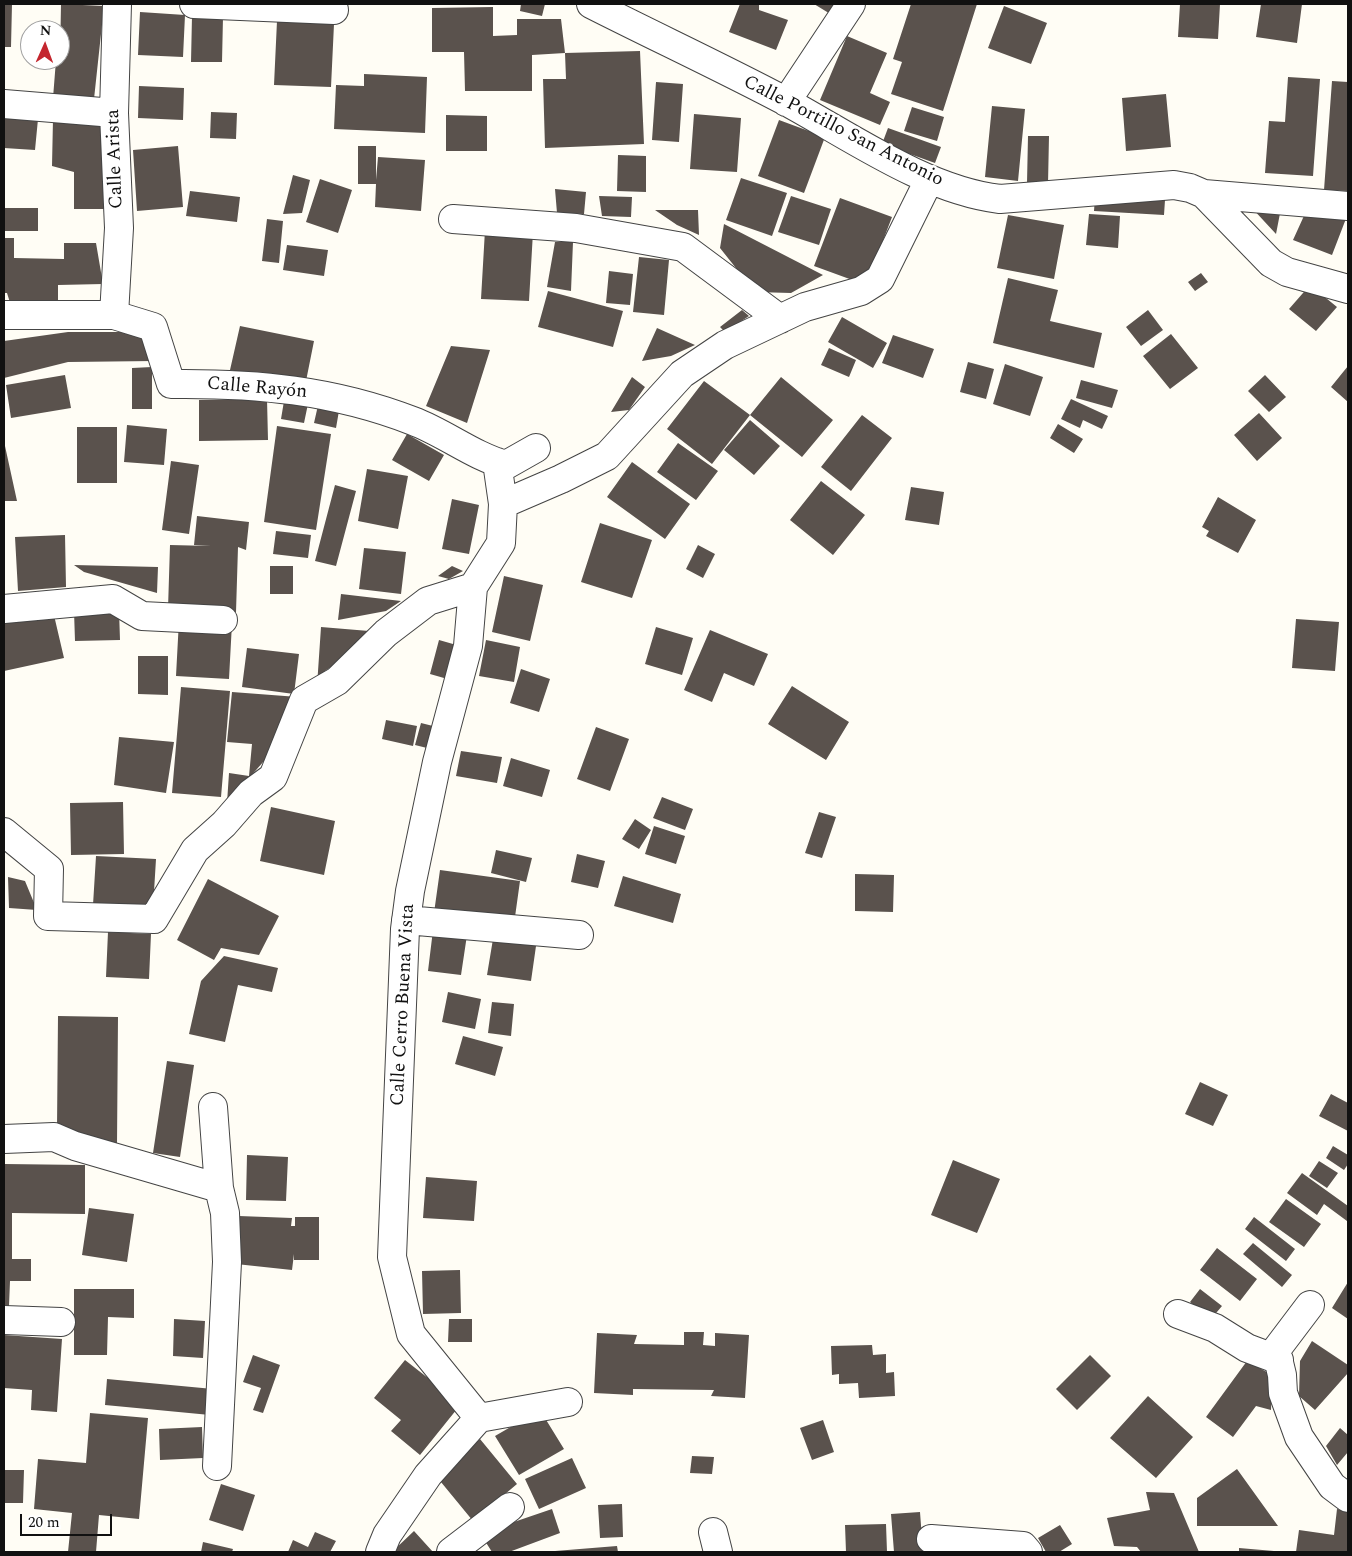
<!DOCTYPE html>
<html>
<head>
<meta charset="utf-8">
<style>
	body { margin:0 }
	#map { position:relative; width:1352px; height:1556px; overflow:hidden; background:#fffdf5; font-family:Spectral,serif }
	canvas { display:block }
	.frame { position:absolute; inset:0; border:5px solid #111; pointer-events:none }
	.north { position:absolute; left:20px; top:20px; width:50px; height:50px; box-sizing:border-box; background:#fff; border:1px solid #a0a0a0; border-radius:50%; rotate:2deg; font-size:14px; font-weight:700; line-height:20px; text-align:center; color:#111 }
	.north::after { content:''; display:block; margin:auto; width:18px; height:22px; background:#c4262e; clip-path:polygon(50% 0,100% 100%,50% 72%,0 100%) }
	.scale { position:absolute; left:20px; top:1514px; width:92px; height:22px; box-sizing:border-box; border:2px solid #111; border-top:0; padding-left:6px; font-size:15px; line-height:18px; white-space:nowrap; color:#111; -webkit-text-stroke:4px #fff; paint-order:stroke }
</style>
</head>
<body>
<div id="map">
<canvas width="1352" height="1556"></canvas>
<div class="frame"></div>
<div class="north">N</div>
<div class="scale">20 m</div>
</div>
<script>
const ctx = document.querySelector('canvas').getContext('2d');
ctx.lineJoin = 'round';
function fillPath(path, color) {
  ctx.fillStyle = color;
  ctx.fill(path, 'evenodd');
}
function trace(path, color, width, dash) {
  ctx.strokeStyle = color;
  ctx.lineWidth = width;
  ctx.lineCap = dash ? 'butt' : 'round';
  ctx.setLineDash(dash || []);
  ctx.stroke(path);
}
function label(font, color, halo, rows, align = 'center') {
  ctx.font = font + ' Spectral,serif';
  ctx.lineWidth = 5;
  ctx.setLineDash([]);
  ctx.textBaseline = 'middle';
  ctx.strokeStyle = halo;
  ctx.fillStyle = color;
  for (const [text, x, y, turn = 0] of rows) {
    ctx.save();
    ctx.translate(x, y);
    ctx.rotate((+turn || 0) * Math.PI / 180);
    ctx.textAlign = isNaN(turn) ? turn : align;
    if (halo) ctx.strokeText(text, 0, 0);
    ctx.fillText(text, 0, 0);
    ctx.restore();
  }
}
fillPath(new Path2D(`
	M4 4H12L11 47H4Z
	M61 4 104 6 94 99 53 98 56 60H60Z
	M521 4H545L542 16 520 11Z
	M740 4H759V10L788 20 776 50 729 32Z
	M814 4H839L832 15Z
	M911 4H977L943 111 891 94 902 62 893 59Z
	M1180 4H1220L1218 39 1178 37Z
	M1261 4H1302L1297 43 1256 37Z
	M1004 6 1047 23 1031 64 988 48Z
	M493 7V36L517 35V19H561L565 53 532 55V91H465L464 52H432V8Z
	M140 12 185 15 183 57 138 55Z
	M192 16 223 17 222 62H191Z
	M277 21 334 24 331 87 274 85Z
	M847 36 887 53 870 93 890 102 880 125 820 100Z
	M640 51 644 144 545 148 543 79H566L565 53Z
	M364 74 427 77 425 133 334 129 336 85 364 86Z
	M1288 77 1320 79 1313 176 1265 173 1269 121 1285 122Z
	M1332 81 1348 82V191L1324 190Z
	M656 82 683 84 679 142 652 140Z
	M139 86 184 88 183 120 138 118Z
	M1166 94 1171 147 1126 151 1122 98Z
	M992 106 1025 109 1018 181 985 177Z
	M912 107 944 117 937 141 904 131Z
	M211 112 237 113 236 139 210 138Z
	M694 114 741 118 737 172 690 169Z
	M446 115 487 116V151H446Z
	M4 116 38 119 35 150 4 148Z
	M53 119 108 120 107 209H74V172L52 166Z
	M779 120 825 137 804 193 758 176Z
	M888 128 941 147 935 163 882 144Z
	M1028 136H1049L1048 184 1027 183Z
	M178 146 183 207 137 211 133 150Z
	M358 146H376V180L378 157 425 160 421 211 375 207 376 184H358Z
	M618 155 646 156V192L617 191Z
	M293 175 310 180 302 213 283 214Z
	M741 178 787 193 772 236 726 220Z
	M320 179 352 190 338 233 306 222Z
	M555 189 586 192 584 214 557 213Z
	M190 191 240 197 237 222 186 216Z
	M599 196 632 197 631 217 602 216Z
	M791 196 831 209 819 245 778 232Z
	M1095 197 1165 200 1164 215 1094 211Z
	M840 198 892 217 866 285 814 266Z
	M1282 203 1276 234 1251 207Z
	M1308 207 1347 216 1332 255 1293 240Z
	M5 208H38V231H4Z
	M655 210H698L699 235 677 225Z
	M1089 214 1120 216 1118 248 1086 245Z
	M1008 215 1064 225 1054 279 997 268Z
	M267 219 283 221 279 263 262 261Z
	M724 224 823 275 791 293 755 292 720 248Z
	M485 230 533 232 529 301 481 299Z
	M4 238H14V258L64 259V243H96L103 284 58 285V309H12L7 293H4Z
	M555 242H573L571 291 547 287Z
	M287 245 328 250 324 276 283 270Z
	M639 257 669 260 664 315 633 312Z
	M609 271 633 274 630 305 606 303Z
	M1201 273 1208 282 1195 291 1188 282Z
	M1008 278 1058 290 1050 321 1102 333 1094 368 993 343Z
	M1310 285 1337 307 1316 331 1289 309Z
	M548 291 623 311 613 347 538 327Z
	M742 310 749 316 725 332 720 327Z
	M1148 310 1163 330 1141 346 1126 327Z
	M842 317 887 343 873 368 828 342Z
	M240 326 314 341 305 386 230 370Z
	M657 328 695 345 671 356 642 361Z
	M68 332H144L154 361 68 362 4 378V341Z
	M1171 334 1198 368 1170 389 1143 356Z
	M893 335 934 349 923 378 882 363Z
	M451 346 490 350 467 423 426 406Z
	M829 348 856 360 849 377 821 365Z
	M968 362 994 369 986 399 960 392Z
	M1005 364 1043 377 1030 416 993 404Z
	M1348 366V402L1331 387Z
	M152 367V409H132V368Z
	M65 375 71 408 11 418 6 385Z
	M1265 375 1286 397 1269 412 1248 391Z
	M632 377 645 387 629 410 611 412Z
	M781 377 833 420 802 457 750 415Z
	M1081 380 1118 390 1112 408 1076 398Z
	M704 381 750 415 712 464 667 429Z
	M285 395 309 399 304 423 281 419Z
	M267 399 268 440 199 441V400Z
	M1071 399 1108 416 1102 429 1083 420 1080 428 1061 419Z
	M319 401 340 405 336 428 314 423Z
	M1259 413 1282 438 1257 461 1234 435Z
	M862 415 892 438 851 491 821 467Z
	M750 420 780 446 754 475 724 450Z
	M1058 424 1083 439 1074 453 1050 438Z
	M127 425 167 429 164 465 124 462Z
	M277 426 331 434 316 530 264 522Z
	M77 427H117V483H77Z
	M407 434 444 455 429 481 392 460Z
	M678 443 718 471 696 500 657 472Z
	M5 446 17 501H4Z
	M171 461 199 465 189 534 162 530Z
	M632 462 690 504 665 539 607 497Z
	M367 469 408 476 398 529 358 521Z
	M821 481 865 515 833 555 790 520Z
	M335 485 356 491 336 566 315 561Z
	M911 487 944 492 939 525 905 520Z
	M1218 497 1256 520 1238 553 1206 536 1209 531 1202 527Z
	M452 499 479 505 469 554 442 549Z
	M197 516 249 522 246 550 238 547 236 612 168 609 170 545 211 546 194 545Z
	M600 523 652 540 632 598 581 582Z
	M276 531 311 535 308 558 273 554Z
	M65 535 66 587 18 591 15 537Z
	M698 545 715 554 703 578 686 569Z
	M364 548 406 552 401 594 359 589Z
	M74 565 158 567 157 593 84 572Z
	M270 566H293V594H270Z
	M452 566 463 571 449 579 438 576Z
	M504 576 543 585 530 641 492 632Z
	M341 594 401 601 386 611 338 620Z
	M119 610 120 640 75 641 74 611Z
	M53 611 64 658 4 671V619Z
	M1296 619 1339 622 1335 671 1292 668Z
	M179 620 232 623 229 679 176 676Z
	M321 627 381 632 325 671 317 686Z
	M656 627 693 638 682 675 645 664Z
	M710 630 768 654 754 686 724 673 712 702 684 690Z
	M439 640 460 646 451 680 430 674Z
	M486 640 520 647 514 682 479 676Z
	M247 648 299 654 294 694 242 687Z
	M138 656H168V695L138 694Z
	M521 669 550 679 539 712 510 703Z
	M792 686 849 722 826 760 768 724Z
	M181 687 230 691 221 797 172 793Z
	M232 692 298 697 264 761 227 803 229 773 249 776 252 744 227 742Z
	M386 720 417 726 413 746 382 739Z
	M421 723 441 728 435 750 415 745Z
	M596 727 629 739 610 791 577 779Z
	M119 737 174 742 166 793 114 785Z
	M461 751 502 757 497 783 456 776Z
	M511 758 550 770 542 797 503 786Z
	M662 797 693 809 685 830 653 818Z
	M123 802 124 854 71 855 70 803Z
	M271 807 335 821 324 875 260 861Z
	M819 812 836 817 822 858 805 853Z
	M635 819 651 830 639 849 622 839Z
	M654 826 685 836 676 864 645 854Z
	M496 850 532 858 526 882 491 873Z
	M577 854 605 861 598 888 571 882Z
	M96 856 156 859 153 908 93 905Z
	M440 870 520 881 514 924 434 913Z
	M855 874 894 875 893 912 855 911Z
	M623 876 681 894 673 923 614 906Z
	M8 877 25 881 37 910 9 908Z
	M208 879 279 916 259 955 221 948 214 960 177 940Z
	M433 930 467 935 461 975 428 971Z
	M108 932 151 934 149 979 106 977Z
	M494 933 537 939 531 981 487 975Z
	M224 956 278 968 272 992 238 985 225 1042 189 1034 201 981Z
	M448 992 481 999 475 1029 442 1022Z
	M492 1002 514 1004 511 1036 488 1033Z
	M58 1016 118 1017 117 1144 57 1128Z
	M463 1036 503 1047 495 1076 455 1064Z
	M167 1061 194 1065 180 1157 153 1153Z
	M1200 1082 1228 1095 1213 1126 1185 1114Z
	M1331 1094 1348 1103V1131L1319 1116Z
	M1333 1146 1348 1155V1164L1344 1170 1326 1158Z
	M247 1155 288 1157 286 1201 246 1200Z
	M953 1160 1000 1179 977 1233 931 1215Z
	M1319 1161 1338 1173 1327 1188 1309 1176Z
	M4 1164 85 1165V1214L12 1213V1259H31V1281H10L9 1306H4Z
	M1302 1173 1348 1206 1347 1221 1324 1204 1317 1215 1287 1193Z
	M426 1177 477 1181 474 1221 423 1218Z
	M1286 1199 1321 1224 1304 1247 1269 1222Z
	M89 1208 134 1214 127 1262 82 1255Z
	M239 1216 292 1218 291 1226H295V1217H319V1260H294V1254L292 1270 236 1264Z
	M1254 1217 1295 1249 1286 1261 1245 1229Z
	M1253 1243 1292 1275 1282 1287 1243 1254Z
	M1217 1248 1257 1279 1240 1301 1200 1270Z
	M460 1270 461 1313 423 1314 422 1271Z
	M1348 1282V1319L1332 1308Z
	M74 1289H134V1318L108 1317 107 1355H74Z
	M1200 1289 1222 1306 1211 1319 1190 1302Z
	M174 1319 205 1321 203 1358 173 1356Z
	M449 1319H472V1342H448Z
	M684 1332H704L703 1345 715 1346V1333L749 1335 745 1398 711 1396 714 1390 633 1389V1395L594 1393 597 1333 637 1335 634 1344 684 1345Z
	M4 1335 62 1339 57 1412 31 1410 32 1390 4 1388Z
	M1312 1341 1348 1365V1373L1315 1410 1299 1396 1300 1361Z
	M872 1345 873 1355 886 1354V1373L894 1372 895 1396 859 1398 858 1383 839 1384V1374L832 1375 831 1346Z
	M253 1355 280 1365 263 1413 253 1410 261 1388 243 1382Z
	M1090 1355 1111 1376 1077 1410 1056 1389Z
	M405 1360 461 1404 420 1455 391 1431 401 1420 374 1398Z
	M1247 1361 1272 1375 1271 1410 1256 1406 1233 1437 1206 1417Z
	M107 1379 213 1389 210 1415 105 1405Z
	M1148 1396 1193 1437 1156 1478 1110 1438Z
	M540 1410 564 1449 519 1475 495 1436Z
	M90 1413 148 1418 139 1519 99 1515 96 1552H68L72 1513 34 1509 38 1459 86 1463Z
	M823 1420 834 1452 812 1460 800 1428Z
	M202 1427 203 1458 160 1460 159 1429Z
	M1340 1428 1348 1435V1452L1337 1465 1326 1446Z
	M480 1439 517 1484 473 1521 436 1476Z
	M692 1456 714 1457 712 1474 690 1473Z
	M572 1458 586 1488 539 1509 525 1479Z
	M1237 1469 1278 1526H1197V1498Z
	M4 1470H24L23 1503H4Z
	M221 1484 255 1495 243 1531 209 1520Z
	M1146 1492 1174 1493 1199 1552H1141L1137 1547 1114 1546 1107 1518 1150 1510Z
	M622 1504 623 1537 600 1538 598 1505Z
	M552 1509 560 1533 509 1552H492L485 1541 508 1524Z
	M1337 1509 1348 1511V1552H1296L1299 1530 1334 1535Z
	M920 1512 923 1552H894L891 1514Z
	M886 1524 887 1552H846L845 1525Z
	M1060 1525 1072 1544 1059 1552H1046L1038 1538Z
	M414 1531 433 1552H395L393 1551Z
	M315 1532 336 1541 330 1552H288L293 1540 308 1547Z
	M203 1542 233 1549 232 1552H201Z
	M617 1546 618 1552H555V1551Z
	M1239 1548 1274 1551V1552H1239Z`), '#5a524d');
const minor = new Path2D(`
	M194 4 334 10
	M591 4C656 37 723 68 787 102 853 138 926 190 1000 199L1174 185 1190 188 1204 194 1348 206
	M786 102 851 4
	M4 104 114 113
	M1204 194 1271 263 1287 272 1348 289
	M453 219 576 228 683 247 780 319
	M4 315H114L153 327 171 384C256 383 333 390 413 421 445 433 473 456 506 465L536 448
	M114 315 119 228 114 113 117 4
	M503 504 561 479 607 456 682 374 725 345 805 307 861 291 880 279 929 180
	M4 609 113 599 142 616 223 620
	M4 832 49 869 48 916 154 919 195 850 224 824 251 793 273 777 304 700 337 681 386 633 428 601 473 587
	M406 920 579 935
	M213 1107 219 1188 225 1213 227 1262 217 1466
	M4 1139 54 1137 75 1146 219 1188
	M1310 1305 1276 1350 1282 1375 1283 1393 1299 1437 1332 1486 1348 1498
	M1178 1314 1215 1328 1247 1348 1279 1360
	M4 1320 61 1322
	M479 1418 411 1334 392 1257 405 929 410 891 437 762 468 646 473 587 501 543 503 504 497 462
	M713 1532 718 1552
	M931 1539 1023 1546 1028 1552
	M380 1552 387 1535 428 1475 479 1418 568 1402
	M451 1552 510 1507`);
trace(minor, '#444', 30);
trace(minor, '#fff', 28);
label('19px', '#111', '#fff', [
	["Calle Portillo San Antonio",843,132,27],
	["Calle Arista",116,159,-92],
	["Calle Rayón",257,389,5],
	["Calle Cerro Buena Vista",404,1005,-87]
]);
</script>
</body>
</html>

|---|

# [Task statement]
When a line of the records has the word "halo", pick it out and copy it.

# [Exercise solution]
function label(font, color, halo, rows, align = 'center') {
  ctx.strokeStyle = halo;
    if (halo) ctx.strokeText(text, 0, 0);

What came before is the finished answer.